Sarah Moser, professeure au Département de géographie à l’Université McGill, est à la tête du New Cities Lab, qui se consacre à l’étude et à la documentation de l’explosion aux quatre coins du globe des villes nouvelles conçues pour les plus fortunés. Ces jours-ci, cette géographe donne un cours sur les villes modernes, le premier en son genre au monde.
Lors d’un séjour de recherche en Malaisie il y a une douzaine d’années, Sarah Moser a eu vent de l’existence de Putrajaya, l’immaculée capitale administrative de ce pays d’Asie du Sud-Est. « Je croyais que les villes nouvelles étaient un phénomène des années 1960. À l’époque, j’avais répertorié 20 villes nouvelles alors qu’aujourd’hui, j’en compte plus de 200. Ce sont les Brasília de notre ère », nous explique-t-elle, dans son bureau aux murs tapissés de photos et de cartes de districts urbains créés pour les aspirations des fortunés membres du club des 1 %.
Certains projets font l’objet de poursuites judiciaires menées par des citoyens autochtones qui se voient dépossédés de leur territoire
Eko Atlantic, une version africaine de Dubaï établie sur les territoires côtiers du Nigeria, Neom, une ville « durable » en Arabie saoudite, et Songdo, une ville high tech de Corée du Sud, sont du nombre de ces cités ultramodernes qu’étudie le New Cities Lab. Selon l’ONU, 68 % de la population mondiale vivra en ville d’ici 2050 et ce boom urbain se produira surtout en Afrique et en Asie, des continents qui captivent particulièrement l’intérêt du New Cities Lab.
« Il s’agit de villes conçues pour les élites, souvent financées par des pétro-États et même par l’ONU, dans certains cas », indique Sarah Moser, qui s’intéresse tout particulièrement à la gouvernance de ces villes flambant neuves nées sur les tables à dessin de promoteurs immobiliers qui savent allécher les investisseurs choisissant l’immobilier pour « garer » leur argent. « Ces villes ne sont pas pensées comme des banlieues, mais plutôt comme des villes indépendantes gérées par des maires, avec leurs propres noms et marques de commerce. »
Sarah Moser nous invite à contempler la photo promotionnelle d’appartements en copropriété d’un développement créé pour plaire à des citoyens chinois. « On montre des investisseurs chinois en visite pour des petites vacances et peut-être [pour] acheter un peu d’immobilier », résume la chercheuse, qui évoque aussi les nombreux écueils associés à ces projets.
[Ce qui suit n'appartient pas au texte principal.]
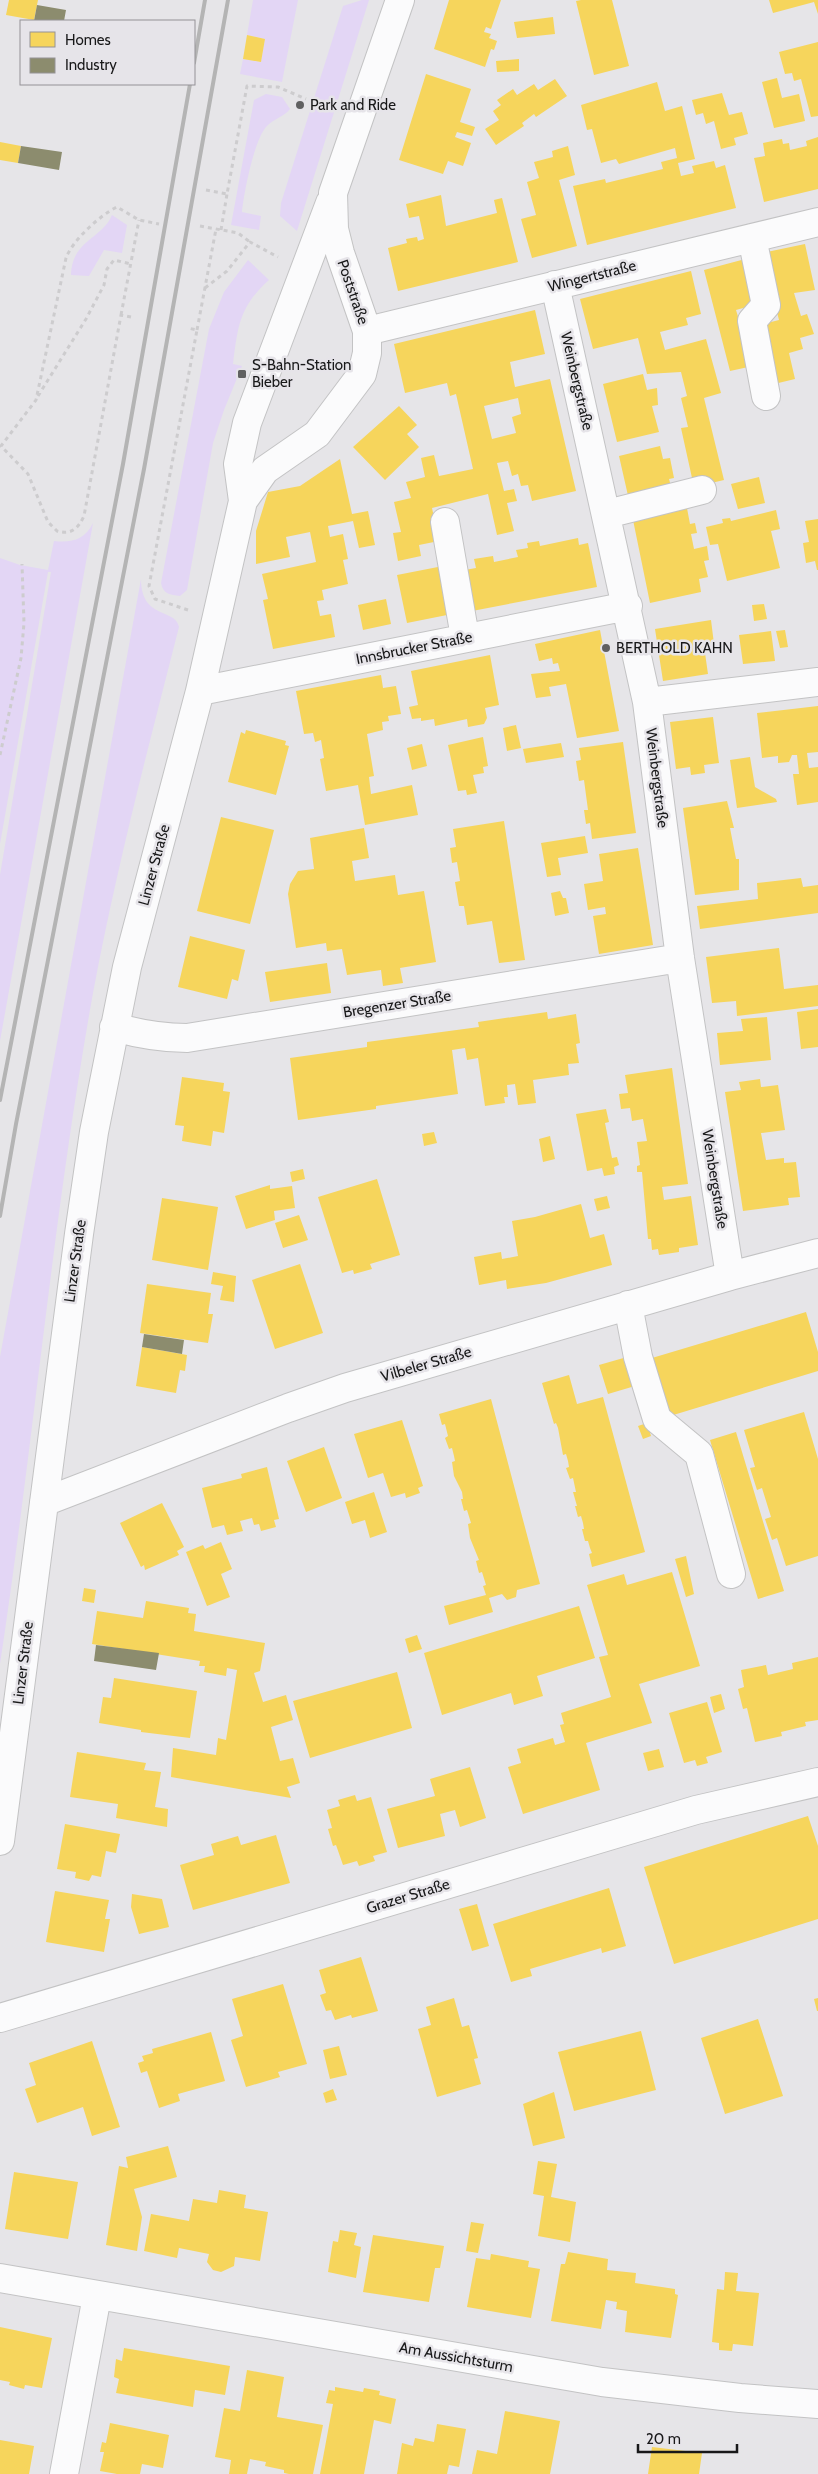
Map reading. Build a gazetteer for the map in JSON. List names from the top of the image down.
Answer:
{
  "streets": {
    "street": [
      "Wingertstraße",
      "Poststraße",
      "Weinbergstraße",
      "Innsbrucker Straße",
      "Linzer Straße",
      "Bregenzer Straße",
      "Vilbeler Straße",
      "Grazer Straße",
      "Am Aussichtsturm"
    ]
  },
  "crossings": [
    ["Wingertstraße", "Poststraße"],
    ["Wingertstraße", "Weinbergstraße"],
    ["Poststraße", "Innsbrucker Straße"],
    ["Poststraße", "Linzer Straße"],
    ["Weinbergstraße", "Innsbrucker Straße"],
    ["Weinbergstraße", "Bregenzer Straße"],
    ["Weinbergstraße", "Vilbeler Straße"],
    ["Innsbrucker Straße", "Linzer Straße"],
    ["Linzer Straße", "Bregenzer Straße"],
    ["Linzer Straße", "Vilbeler Straße"]
  ],
  "places": {
    "other": ["Park and Ride", "BERTHOLD KAHN"],
    "transit": ["S-Bahn-Station Bieber"]
  },
  "legend": ["Homes", "Industry"],
  "scale_bar": "20 m"
}
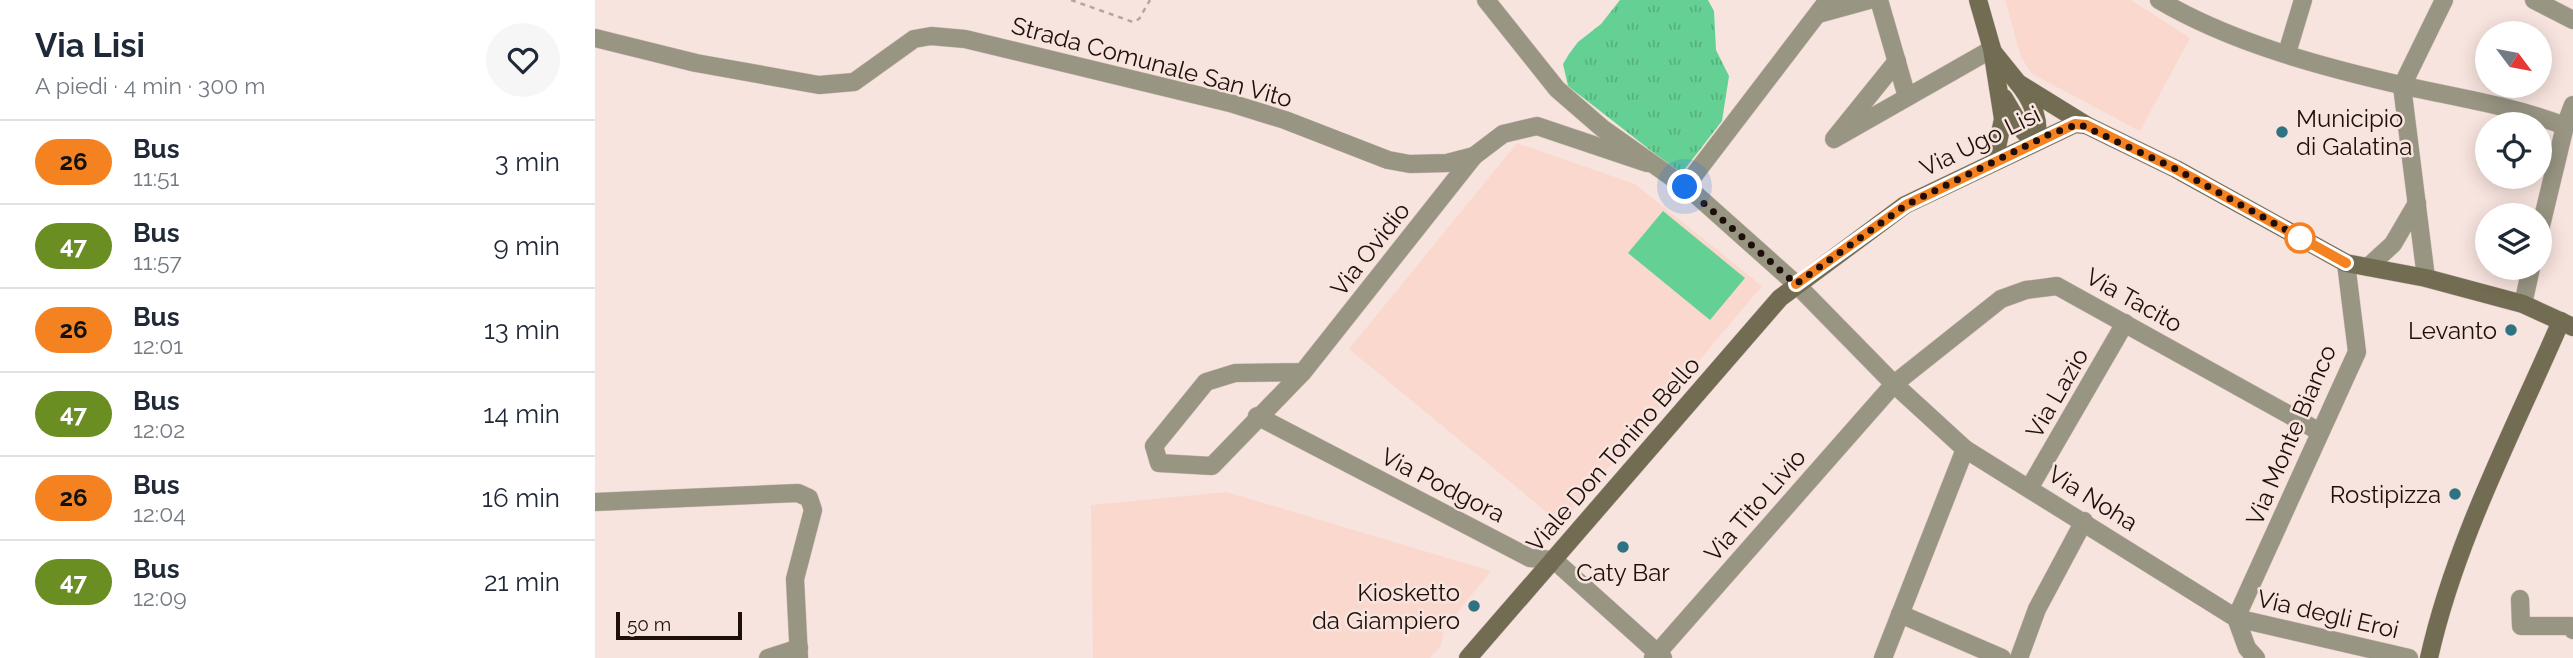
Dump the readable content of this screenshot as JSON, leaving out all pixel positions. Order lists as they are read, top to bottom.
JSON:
{
  "streets": {
    "main road": ["Via Ugo Lisi", "Viale Don Tonino Bello"],
    "street": [
      "Strada Comunale San Vito",
      "Via Ovidio",
      "Via Tacito",
      "Via Lazio",
      "Via Monte Bianco",
      "Via Podgora",
      "Via Noha",
      "Via Tito Livio",
      "Via degli Eroi"
    ]
  },
  "crossings": [
    ["Strada Comunale San Vito", "Via Ovidio"],
    ["Strada Comunale San Vito", "Via Noha"],
    ["Via Ugo Lisi", "Viale Don Tonino Bello"],
    ["Via Ugo Lisi", "Via Noha"],
    ["Via Ovidio", "Via Podgora"],
    ["Via Tacito", "Via Lazio"],
    ["Via Tacito", "Via Monte Bianco"],
    ["Via Tacito", "Via Noha"],
    ["Via Tacito", "Via Tito Livio"],
    ["Via Lazio", "Via Noha"],
    ["Via Monte Bianco", "Via Noha"],
    ["Via Monte Bianco", "Via degli Eroi"],
    ["Viale Don Tonino Bello", "Via Podgora"],
    ["Viale Don Tonino Bello", "Via Noha"],
    ["Via Noha", "Via Tito Livio"],
    ["Via Noha", "Via degli Eroi"]
  ],
  "places": [
    "Municipio di Galatina",
    "Levanto",
    "Rostipizza",
    "Caty Bar",
    "Kiosketto da Giampiero"
  ],
  "lines": ["bus line 26"],
  "scale_bar": "50 m",
  "north": "bottom right",
  "page": {
    "heading": ["Via Lisi", "A piedi · 4 min · 300 m"],
    "list": [
      {
        "mark": "26",
        "name": "Bus",
        "note": "11:51",
        "value": "3 min"
      },
      {
        "mark": "47",
        "name": "Bus",
        "note": "11:57",
        "value": "9 min"
      },
      {
        "mark": "26",
        "name": "Bus",
        "note": "12:01",
        "value": "13 min"
      },
      {
        "mark": "47",
        "name": "Bus",
        "note": "12:02",
        "value": "14 min"
      },
      {
        "mark": "26",
        "name": "Bus",
        "note": "12:04",
        "value": "16 min"
      },
      {
        "mark": "47",
        "name": "Bus",
        "note": "12:09",
        "value": "21 min"
      }
    ],
    "scale": "50 m"
  }
}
« Certains projets font l’objet de poursuites judiciaires menées par des citoyens autochtones qui se voient dépossédés de leur territoire. Il y a aussi les piètres conditions des travailleurs, qui, dans bien des cas, sont logés dans des conteneurs maritimes. Sans parler des villes construites sur des océans, qui détruisent les coraux, les mangroves », souligne Sarah Moser, qui concède que l’affluence de richesse à l’échelle mondiale et l’engouement pour les investissements immobiliers sont de puissants moteurs dans l’émergence des villes nouvelles.
Acheter son avenir sur plan
Le rôle dominant du secteur privé dans le développement des villes nouvelles est un aspect crucial à considérer, pour le New Cities Lab, composé d’une équipe de chercheurs en géographie de l’Université McGill.
« Ces villes sont créées pour générer du profit et ne sont pas toujours soutenues par des politiques publiques ou gouvernementales. Pendant que l’on construit des nouvelles villes, des fonds ne sont pas investis pour améliorer les villes existantes », explique Laurence Côté-Roy, dont les recherches doctorales se penchent sur les villes nouvelles du Maroc.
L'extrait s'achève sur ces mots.